Homeland Security Secretary Kirstjen Nielsen on Wednesday called on election officials in all 50 states to ensure that ballots used during the 2020 presidential election are able to be audited. Nielsen told a group of reporters touring the Department of Homeland Security’s National Cybersecurity and Communications Integration Center (NCCIC) in Arlington, Va., that she wants “all state and local election officials to make certain that by the 2020 presidential election, every American votes on a verifiable and auditable ballot.” “Our systems must be resilient. We must be able to demonstrate that the votes count and that they are counted correctly,” she added.
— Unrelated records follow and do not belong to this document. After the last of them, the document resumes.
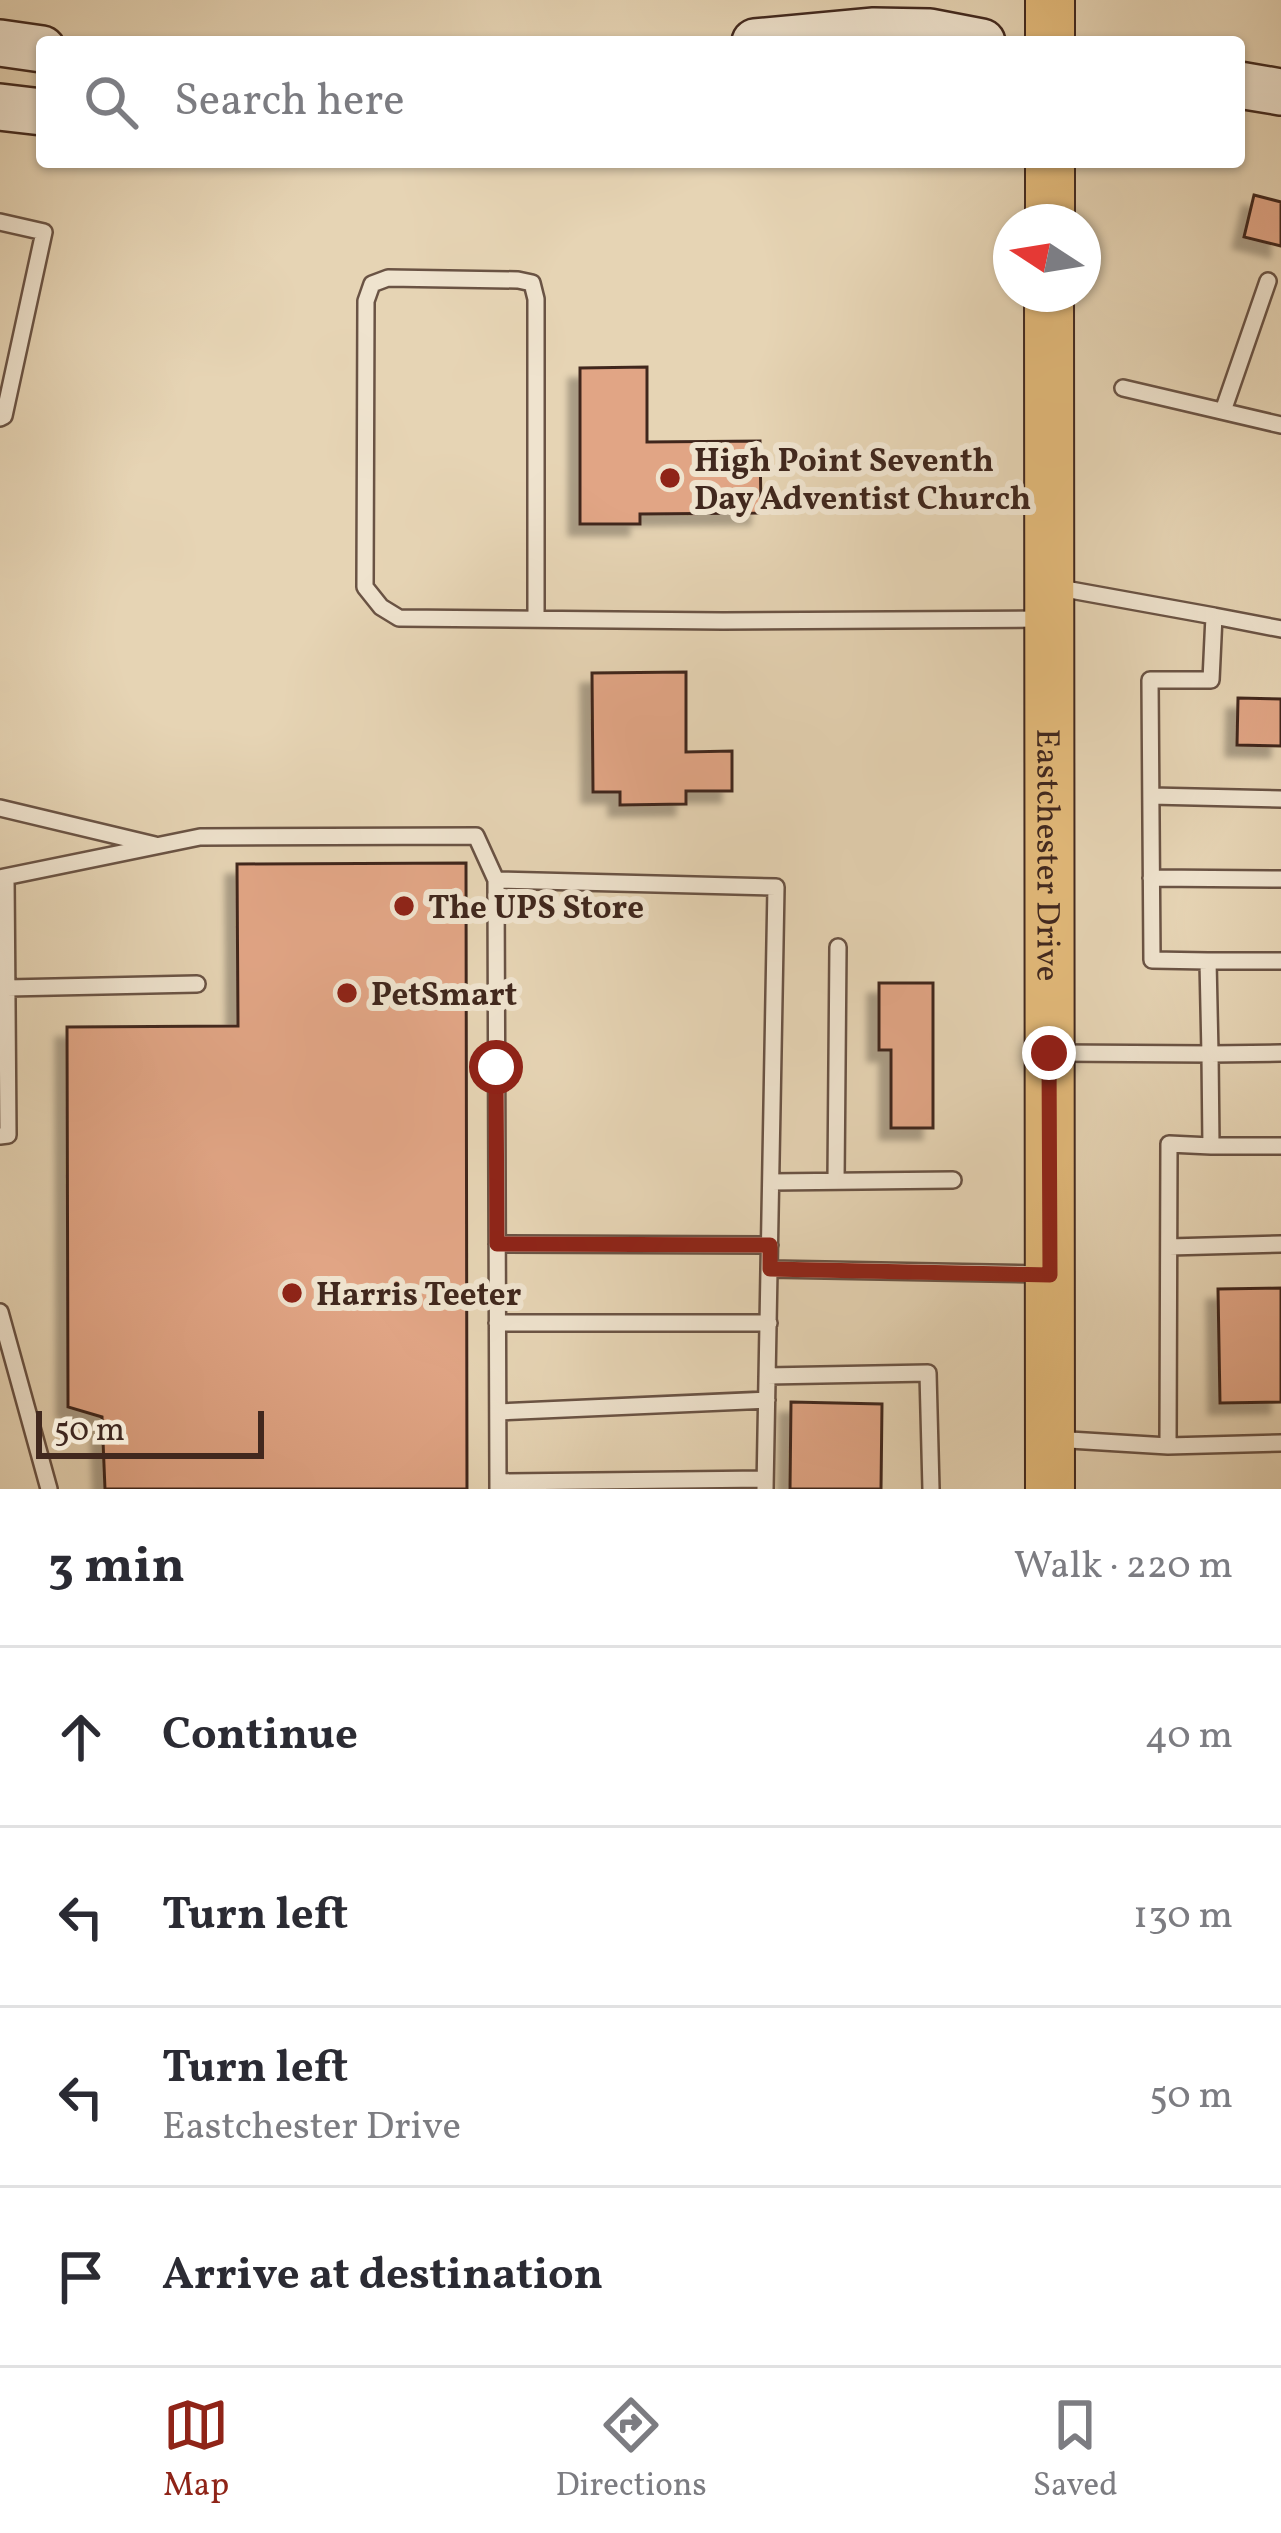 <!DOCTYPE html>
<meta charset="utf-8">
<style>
:root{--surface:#fff;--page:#f7f7f7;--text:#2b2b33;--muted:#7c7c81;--line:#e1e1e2;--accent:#8f2418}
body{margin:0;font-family:Vollkorn,serif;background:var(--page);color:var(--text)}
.compass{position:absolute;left:993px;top:204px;width:108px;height:108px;border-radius:50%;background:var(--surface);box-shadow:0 3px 9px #0004;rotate:282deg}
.scale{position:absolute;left:36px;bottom:30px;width:228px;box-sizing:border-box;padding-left:12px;border:6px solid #41281e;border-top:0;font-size:33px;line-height:42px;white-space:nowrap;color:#41281e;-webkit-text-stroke:9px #efe3ce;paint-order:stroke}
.stop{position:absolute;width:36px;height:36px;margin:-27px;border:9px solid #8f2418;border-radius:50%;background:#fff}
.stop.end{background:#8f2418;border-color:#fff;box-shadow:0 3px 12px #0008}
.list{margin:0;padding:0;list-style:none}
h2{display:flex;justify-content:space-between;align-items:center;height:156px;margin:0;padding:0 48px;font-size:51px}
h2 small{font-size:39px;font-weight:400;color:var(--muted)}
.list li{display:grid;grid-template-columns:78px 1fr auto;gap:36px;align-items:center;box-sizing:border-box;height:180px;padding:0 48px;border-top:3px solid var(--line)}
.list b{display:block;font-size:45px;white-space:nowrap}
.list p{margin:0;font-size:39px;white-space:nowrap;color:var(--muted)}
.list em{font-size:39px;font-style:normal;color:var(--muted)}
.icon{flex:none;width:66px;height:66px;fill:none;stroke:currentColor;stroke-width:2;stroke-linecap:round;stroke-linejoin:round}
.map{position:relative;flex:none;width:1281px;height:1489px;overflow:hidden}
.search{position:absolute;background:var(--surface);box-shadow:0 3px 9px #0004;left:36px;right:36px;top:36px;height:132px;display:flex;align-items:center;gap:30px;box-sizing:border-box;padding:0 42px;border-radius:12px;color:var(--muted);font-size:45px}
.sheet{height:876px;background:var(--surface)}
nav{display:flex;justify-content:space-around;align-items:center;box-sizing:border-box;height:168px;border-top:3px solid var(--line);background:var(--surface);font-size:33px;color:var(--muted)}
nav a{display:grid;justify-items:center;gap:6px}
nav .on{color:var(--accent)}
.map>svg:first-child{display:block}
</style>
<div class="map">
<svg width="1281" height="1489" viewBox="0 0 1281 1489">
<defs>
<filter id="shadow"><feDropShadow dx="-11" dy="11" stdDeviation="3" flood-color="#0004"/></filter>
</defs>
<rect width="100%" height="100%" fill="#e6d4b4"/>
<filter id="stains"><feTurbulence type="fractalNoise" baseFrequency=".00167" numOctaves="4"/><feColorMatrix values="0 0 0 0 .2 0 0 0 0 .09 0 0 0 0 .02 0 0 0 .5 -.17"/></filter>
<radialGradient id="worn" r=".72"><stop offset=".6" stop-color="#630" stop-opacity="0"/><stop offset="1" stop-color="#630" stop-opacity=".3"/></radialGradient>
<path fill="#e1a585" stroke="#41281e" stroke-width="3" filter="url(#shadow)" d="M1254 195 1281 202V246L1244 237Z
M647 367V442L760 441 761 513 640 514V524H580V368Z
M686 672V752L732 751V791H686V804L620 805V792H593L592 673Z
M1238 698 1281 699V746L1237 745Z
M466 863 467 1489H105L102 1417 68 1407 67 1027 238 1026 237 864Z
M879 983H933V1128H891V1050H879Z
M1281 1288V1402L1220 1403 1218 1289Z
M791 1402 882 1404 881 1489H790Z"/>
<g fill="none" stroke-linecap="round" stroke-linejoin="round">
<g stroke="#6a5344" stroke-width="20">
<path id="lane" d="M0 222 44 232 4 416 0 418
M1123 388 1281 425
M1223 411 1268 281
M1054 587 1214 616 1211 680H1150L1152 960 1208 961 1210 1054 1281 1053
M1214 616 1281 629
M536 619V299L532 283 518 280 388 278 372 284 366 301 365 587 381 607 399 618 723 621 1046 619
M1151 796 1281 799
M0 808 155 845
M0 878 200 837 476 836 496 880 776 887 765 1489
M1151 878 1281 879
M496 880 498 1489
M1208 961H1281
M7 988 197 984
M1055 1053 1210 1054 1211 1146 1169 1144 1168 1446
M0 1136 8 1135 6 877
M1211 1146H1281
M836 1181 838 947
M771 1182 953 1180
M497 1244 770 1245
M1169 1247 1281 1244
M770 1269 1041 1274
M0 1312 49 1489
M497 1323H769
M767 1376 928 1373 931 1489
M498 1412 767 1400
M1053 1439 1168 1446 1281 1443
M498 1482 765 1479"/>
</g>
<g stroke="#41281e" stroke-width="50">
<path id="secondary" d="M755 42 874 31 930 32 982 42
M0 43 42 49
M1239 85 1281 92
M0 107 42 112"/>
</g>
<g stroke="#41281e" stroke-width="52">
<g id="primary">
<path d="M1050 42V0"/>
<path d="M1050 222V162"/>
<path id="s1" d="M1049 294 1050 1489"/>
</g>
</g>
<use href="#lane" stroke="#efe3ce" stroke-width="15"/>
<use href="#secondary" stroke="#efe3ce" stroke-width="45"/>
<use href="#primary" stroke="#e3ba7a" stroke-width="48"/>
</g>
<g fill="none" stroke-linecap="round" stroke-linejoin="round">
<path stroke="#8f2418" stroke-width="15" d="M496 1067 497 1244 770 1245V1269L1050 1275 1049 1053"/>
</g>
<g fill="#8f2418" stroke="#efe3ce" stroke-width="4.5">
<circle cx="670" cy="478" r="12"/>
<circle cx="404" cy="906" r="12"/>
<circle cx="347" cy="993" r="12"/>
<circle cx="292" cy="1293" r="12"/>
</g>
<g text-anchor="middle" stroke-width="12" stroke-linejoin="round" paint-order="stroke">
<g font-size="33" font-weight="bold" fill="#41281e" stroke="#efe3ce" text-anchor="start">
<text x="694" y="471">High Point Seventh<tspan x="694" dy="38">Day Adventist Church</tspan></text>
<text x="428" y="918">The UPS Store</text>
<text x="371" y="1005">PetSmart</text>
<text x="316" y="1305">Harris Teeter</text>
</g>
<g font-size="33" fill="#41281e" stroke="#efe3ce">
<text dy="12" stroke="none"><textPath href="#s1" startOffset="561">Eastchester Drive</textPath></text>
</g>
</g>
<rect width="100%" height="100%" filter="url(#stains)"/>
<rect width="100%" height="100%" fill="url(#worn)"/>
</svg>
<svg class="compass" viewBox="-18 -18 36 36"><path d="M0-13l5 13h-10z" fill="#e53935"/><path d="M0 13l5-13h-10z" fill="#7c7c81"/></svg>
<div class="scale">50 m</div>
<div class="stop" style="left:496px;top:1067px"></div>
<div class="stop end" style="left:1049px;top:1053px"></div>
<div class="search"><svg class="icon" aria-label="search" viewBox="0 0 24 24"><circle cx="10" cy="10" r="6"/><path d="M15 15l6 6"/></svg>Search here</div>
</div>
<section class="sheet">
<h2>3 min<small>Walk · 220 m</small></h2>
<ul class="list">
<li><svg class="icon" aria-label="ahead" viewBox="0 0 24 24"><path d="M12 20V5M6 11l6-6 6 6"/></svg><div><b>Continue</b></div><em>40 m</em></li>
<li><svg class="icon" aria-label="left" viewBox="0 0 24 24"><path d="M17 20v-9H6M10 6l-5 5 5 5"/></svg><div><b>Turn left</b></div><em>130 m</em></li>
<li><svg class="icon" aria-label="left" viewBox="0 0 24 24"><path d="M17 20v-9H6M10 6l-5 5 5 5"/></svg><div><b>Turn left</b><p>Eastchester Drive</p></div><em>50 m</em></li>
<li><svg class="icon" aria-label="arrive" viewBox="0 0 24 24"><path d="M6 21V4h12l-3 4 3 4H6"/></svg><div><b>Arrive at destination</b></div></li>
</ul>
</section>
<nav>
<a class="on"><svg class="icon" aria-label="map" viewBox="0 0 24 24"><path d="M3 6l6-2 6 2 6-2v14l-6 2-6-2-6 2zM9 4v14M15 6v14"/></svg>Map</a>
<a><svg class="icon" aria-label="directions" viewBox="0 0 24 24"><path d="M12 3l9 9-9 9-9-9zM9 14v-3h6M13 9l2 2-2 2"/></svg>Directions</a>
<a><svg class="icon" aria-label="saved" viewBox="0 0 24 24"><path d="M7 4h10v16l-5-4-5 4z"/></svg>Saved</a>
</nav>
Nielsen listed three ways states could audit their ballots: By using paper ballots, machines that print out an individual’s vote so it can be verified that the machine correctly tabulated their choice, or using machines that send a duplication transmission when someone votes.
The DHS chief indicated that she will not direct states on what method to use, but said states should maintain a system of verifiable ballots in order to ensure trust in the election system. “I don’t know if we are interested in mandating how, I am just interesting in making sure each state can explain to their citizens what they have done to verify the vote count,” she said.
The DHS chief emphasized that the Trump administration is “working with election officials in all 50 states,” having “frequent and frank” dialogue with election officials and pushing to identify and help manage risks.